OpenAI veut sauver le monde… pendant que son boss brûle
OpenAI a sorti lundi un document de politique publique intitulé « Industrial Policy for the Intelligence Age ». Le message est simple : les gouvernements feraient mieux de se préparer maintenant, parce que l'IA va tout changer — le travail, la fiscalité, la répartition des richesses.
La boîte de Sam Altman ne mâche pas ses mots. Elle prévient que si rien n'est fait, l'IA pourrait concentrer la richesse entre les mains de quelques-uns et laisser le reste de la planète sur le carreau. « Si l'IA finit par être contrôlée par une poignée d'acteurs, nous aurons échoué », écrit-elle noir sur blanc.
Concrètement, OpenAI propose plusieurs pistes. D'abord, traiter l'accès à l'IA comme une ressource économique fondamentale, au même titre que la littératie de masse en son temps. Ensuite, moderniser les systèmes fiscaux pour tenir compte de l'automatisation. Et enfin, créer des mécanismes permettant aux citoyens de profiter des gains économiques générés par l'IA, pas seulement aux actionnaires.
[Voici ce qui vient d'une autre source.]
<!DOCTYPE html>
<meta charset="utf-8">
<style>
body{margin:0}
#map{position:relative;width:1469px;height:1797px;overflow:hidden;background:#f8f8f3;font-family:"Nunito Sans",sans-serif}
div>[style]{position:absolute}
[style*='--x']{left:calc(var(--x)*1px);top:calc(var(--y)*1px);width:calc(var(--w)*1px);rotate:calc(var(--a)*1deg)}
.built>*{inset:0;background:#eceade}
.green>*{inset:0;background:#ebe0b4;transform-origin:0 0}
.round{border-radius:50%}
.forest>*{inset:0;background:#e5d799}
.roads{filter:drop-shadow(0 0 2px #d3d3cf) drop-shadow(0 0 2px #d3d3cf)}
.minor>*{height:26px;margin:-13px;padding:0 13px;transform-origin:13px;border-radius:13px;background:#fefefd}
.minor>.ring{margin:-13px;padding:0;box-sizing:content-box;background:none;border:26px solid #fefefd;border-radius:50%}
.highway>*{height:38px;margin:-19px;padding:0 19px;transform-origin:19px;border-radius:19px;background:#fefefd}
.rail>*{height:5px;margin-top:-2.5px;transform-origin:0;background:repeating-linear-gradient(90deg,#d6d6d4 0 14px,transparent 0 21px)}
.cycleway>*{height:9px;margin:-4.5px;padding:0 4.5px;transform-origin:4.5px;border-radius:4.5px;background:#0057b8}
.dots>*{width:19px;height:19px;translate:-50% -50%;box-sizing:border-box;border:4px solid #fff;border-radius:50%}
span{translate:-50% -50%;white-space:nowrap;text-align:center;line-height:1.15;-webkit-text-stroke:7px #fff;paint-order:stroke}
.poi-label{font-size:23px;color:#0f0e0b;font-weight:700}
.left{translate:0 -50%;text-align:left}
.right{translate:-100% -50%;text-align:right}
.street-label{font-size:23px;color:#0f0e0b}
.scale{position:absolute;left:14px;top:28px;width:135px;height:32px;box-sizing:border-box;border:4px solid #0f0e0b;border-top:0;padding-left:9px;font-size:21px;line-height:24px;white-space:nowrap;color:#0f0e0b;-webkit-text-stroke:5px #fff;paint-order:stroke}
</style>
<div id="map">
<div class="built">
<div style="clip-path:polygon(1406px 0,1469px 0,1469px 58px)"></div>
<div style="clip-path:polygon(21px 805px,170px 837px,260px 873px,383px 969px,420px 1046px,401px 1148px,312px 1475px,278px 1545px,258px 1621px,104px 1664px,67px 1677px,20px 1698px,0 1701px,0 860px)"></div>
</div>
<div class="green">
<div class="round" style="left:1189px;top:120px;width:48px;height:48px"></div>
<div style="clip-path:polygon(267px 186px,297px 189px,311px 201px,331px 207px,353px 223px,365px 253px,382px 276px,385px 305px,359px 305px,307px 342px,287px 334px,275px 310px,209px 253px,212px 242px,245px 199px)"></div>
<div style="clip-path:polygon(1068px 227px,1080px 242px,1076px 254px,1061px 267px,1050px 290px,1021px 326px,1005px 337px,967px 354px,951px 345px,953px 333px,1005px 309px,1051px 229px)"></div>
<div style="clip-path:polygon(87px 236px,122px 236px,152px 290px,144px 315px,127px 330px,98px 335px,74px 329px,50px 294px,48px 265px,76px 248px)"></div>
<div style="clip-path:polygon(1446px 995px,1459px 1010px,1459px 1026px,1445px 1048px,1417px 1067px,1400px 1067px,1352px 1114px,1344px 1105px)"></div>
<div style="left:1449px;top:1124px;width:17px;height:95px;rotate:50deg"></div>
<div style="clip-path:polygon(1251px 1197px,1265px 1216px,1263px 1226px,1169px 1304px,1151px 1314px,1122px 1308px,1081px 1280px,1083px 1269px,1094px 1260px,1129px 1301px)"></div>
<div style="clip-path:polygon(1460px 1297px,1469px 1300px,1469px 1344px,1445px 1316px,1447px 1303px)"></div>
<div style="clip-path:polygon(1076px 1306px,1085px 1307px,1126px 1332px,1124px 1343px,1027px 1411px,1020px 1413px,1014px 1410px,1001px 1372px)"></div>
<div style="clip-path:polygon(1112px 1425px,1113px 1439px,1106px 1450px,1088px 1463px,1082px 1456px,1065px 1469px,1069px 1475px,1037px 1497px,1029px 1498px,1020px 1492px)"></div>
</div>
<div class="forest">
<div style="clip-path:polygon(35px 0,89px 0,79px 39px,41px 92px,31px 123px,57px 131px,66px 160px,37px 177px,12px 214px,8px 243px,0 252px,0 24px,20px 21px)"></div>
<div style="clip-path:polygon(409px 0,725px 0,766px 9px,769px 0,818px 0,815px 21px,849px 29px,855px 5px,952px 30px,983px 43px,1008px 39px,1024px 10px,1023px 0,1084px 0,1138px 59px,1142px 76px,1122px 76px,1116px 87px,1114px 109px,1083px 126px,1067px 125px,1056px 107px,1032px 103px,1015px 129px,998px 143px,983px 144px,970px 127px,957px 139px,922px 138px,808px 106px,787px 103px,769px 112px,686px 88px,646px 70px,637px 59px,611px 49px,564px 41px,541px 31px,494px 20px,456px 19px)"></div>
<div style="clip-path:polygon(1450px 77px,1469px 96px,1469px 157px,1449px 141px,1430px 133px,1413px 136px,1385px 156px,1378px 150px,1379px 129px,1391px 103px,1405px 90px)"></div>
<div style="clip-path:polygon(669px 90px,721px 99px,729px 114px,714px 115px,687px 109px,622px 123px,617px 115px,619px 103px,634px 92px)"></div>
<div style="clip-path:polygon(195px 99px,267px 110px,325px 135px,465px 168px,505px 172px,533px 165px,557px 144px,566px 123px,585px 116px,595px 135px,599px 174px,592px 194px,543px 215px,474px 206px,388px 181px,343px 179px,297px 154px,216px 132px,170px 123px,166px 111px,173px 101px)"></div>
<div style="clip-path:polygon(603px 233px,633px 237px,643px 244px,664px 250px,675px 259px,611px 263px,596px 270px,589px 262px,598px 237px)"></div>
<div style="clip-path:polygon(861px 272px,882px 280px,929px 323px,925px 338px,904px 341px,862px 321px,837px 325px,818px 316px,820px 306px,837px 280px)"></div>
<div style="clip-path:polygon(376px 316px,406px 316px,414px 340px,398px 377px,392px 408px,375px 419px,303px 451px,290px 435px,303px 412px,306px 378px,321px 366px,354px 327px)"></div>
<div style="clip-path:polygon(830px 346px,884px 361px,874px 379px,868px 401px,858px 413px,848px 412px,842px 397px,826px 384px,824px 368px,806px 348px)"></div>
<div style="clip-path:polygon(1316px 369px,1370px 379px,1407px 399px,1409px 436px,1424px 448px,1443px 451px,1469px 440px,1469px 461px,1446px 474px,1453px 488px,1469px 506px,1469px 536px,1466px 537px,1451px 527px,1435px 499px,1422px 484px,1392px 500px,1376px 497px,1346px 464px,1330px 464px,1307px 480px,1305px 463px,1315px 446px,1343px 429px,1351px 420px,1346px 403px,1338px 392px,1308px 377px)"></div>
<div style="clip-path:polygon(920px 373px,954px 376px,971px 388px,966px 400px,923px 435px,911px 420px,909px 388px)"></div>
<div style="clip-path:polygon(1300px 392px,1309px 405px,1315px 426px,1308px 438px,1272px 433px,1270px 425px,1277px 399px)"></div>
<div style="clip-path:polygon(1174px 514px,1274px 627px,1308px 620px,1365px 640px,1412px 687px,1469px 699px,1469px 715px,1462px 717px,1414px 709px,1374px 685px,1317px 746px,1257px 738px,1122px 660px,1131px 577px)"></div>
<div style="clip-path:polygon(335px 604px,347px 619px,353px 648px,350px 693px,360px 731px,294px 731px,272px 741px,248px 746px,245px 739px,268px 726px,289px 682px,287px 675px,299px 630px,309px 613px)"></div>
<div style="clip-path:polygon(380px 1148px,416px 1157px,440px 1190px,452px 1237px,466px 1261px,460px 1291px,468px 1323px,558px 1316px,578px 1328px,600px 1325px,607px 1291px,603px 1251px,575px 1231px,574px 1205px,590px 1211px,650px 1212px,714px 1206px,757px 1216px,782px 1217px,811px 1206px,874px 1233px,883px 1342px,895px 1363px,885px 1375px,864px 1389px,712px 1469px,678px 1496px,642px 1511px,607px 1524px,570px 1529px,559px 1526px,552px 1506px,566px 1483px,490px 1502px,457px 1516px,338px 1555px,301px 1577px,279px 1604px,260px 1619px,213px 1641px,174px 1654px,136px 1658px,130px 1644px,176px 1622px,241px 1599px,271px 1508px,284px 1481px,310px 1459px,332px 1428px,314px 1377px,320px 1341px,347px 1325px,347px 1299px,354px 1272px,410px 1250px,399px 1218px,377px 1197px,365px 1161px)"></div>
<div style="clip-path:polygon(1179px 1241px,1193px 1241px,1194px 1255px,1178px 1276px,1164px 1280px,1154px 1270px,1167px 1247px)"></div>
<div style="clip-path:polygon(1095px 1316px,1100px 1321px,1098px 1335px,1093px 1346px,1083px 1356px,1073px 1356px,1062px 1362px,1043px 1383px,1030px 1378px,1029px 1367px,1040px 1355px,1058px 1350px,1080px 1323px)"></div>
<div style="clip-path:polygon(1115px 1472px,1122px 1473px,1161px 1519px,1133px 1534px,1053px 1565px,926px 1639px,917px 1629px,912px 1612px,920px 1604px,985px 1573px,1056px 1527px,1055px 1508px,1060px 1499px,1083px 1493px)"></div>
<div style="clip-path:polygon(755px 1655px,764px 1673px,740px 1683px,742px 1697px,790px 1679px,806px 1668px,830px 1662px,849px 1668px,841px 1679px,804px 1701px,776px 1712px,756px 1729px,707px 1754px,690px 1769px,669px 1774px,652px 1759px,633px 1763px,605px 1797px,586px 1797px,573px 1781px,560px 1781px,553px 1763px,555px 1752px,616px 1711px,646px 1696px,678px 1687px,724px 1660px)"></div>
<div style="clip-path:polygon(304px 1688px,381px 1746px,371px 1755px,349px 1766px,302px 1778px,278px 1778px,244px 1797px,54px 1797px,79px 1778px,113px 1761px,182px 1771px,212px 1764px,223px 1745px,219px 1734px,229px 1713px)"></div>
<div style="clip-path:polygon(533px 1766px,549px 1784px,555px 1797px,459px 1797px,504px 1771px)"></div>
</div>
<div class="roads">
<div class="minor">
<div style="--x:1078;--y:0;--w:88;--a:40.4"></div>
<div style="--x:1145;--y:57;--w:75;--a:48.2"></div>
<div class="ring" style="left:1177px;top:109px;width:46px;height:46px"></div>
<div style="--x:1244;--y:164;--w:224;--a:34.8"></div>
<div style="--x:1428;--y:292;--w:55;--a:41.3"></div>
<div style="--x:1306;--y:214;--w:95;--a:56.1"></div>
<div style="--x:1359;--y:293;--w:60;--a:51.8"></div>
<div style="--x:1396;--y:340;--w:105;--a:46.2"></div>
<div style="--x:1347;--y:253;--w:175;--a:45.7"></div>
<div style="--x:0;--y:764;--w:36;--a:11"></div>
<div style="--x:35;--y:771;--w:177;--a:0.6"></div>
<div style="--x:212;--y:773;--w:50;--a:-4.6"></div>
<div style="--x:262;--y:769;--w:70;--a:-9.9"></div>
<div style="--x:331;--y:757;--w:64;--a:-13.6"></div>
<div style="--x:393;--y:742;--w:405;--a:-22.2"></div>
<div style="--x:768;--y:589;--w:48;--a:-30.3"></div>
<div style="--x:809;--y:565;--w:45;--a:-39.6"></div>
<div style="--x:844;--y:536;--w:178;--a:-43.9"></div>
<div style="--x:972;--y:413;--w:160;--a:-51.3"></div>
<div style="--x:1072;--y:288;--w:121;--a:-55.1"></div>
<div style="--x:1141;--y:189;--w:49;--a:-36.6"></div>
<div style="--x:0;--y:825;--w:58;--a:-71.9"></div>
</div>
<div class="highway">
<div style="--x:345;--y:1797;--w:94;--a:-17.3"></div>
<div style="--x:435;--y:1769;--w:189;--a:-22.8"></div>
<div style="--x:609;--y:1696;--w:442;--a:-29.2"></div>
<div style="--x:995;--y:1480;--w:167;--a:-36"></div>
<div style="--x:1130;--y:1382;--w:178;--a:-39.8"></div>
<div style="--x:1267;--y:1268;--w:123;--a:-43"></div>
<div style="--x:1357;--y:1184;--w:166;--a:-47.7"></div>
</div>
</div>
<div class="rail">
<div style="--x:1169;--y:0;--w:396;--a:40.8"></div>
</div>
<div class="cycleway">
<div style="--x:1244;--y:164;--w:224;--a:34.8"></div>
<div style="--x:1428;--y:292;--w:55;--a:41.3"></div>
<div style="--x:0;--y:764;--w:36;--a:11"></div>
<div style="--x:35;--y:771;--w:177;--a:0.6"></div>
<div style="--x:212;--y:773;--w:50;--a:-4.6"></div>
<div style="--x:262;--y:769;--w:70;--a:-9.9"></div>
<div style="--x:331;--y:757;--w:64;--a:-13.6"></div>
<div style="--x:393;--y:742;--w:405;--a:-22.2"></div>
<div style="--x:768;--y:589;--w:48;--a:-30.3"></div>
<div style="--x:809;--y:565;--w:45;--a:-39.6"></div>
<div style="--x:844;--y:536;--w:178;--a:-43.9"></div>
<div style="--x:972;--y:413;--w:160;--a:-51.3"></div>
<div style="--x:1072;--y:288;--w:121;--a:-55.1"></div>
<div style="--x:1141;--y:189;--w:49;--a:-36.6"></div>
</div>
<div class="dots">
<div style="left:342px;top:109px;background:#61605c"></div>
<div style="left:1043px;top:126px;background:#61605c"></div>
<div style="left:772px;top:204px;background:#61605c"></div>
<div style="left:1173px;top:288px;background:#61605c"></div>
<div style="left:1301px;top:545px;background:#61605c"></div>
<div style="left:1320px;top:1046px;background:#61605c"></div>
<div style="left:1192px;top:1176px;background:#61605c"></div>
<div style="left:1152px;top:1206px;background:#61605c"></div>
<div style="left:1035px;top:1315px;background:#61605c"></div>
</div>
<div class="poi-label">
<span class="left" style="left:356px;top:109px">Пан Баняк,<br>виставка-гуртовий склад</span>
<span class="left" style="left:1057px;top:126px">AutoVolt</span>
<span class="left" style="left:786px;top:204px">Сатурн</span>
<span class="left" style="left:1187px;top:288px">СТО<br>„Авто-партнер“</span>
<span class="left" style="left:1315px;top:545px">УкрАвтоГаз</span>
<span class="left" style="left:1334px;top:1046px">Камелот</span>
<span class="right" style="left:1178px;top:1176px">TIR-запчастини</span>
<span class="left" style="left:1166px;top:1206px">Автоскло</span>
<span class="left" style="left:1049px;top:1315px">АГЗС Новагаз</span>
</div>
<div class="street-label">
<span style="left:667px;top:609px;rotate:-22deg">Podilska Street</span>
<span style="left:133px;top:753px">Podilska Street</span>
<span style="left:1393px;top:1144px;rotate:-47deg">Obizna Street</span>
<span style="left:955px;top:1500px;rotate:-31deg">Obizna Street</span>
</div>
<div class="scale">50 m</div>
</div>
Sur la sécurité, le document va plus loin. OpenAI réclame des outils d'audit pour les modèles frontières, des systèmes de signalement d'incidents et des « playbooks de confinement » pour les cas où un modèle dangereux ne pourrait pas être simplement débranché. Ce genre de scénario catastrophe, formulé publiquement par la société elle-même, a de quoi faire réfléchir.
Mais voilà le problème : ce grand discours sur la transparence et la sécurité tombe au pire moment possible pour Altman. The New Yorker publie en parallèle une enquête qui fait mal. En 2023, le cofondateur et ex-chef scientifique d'OpenAI, Ilya Sutskever, avait rédigé des mémos internes accusant Altman de tromper le conseil d'administration sur les protocoles de sécurité et les opérations clés de l'entreprise.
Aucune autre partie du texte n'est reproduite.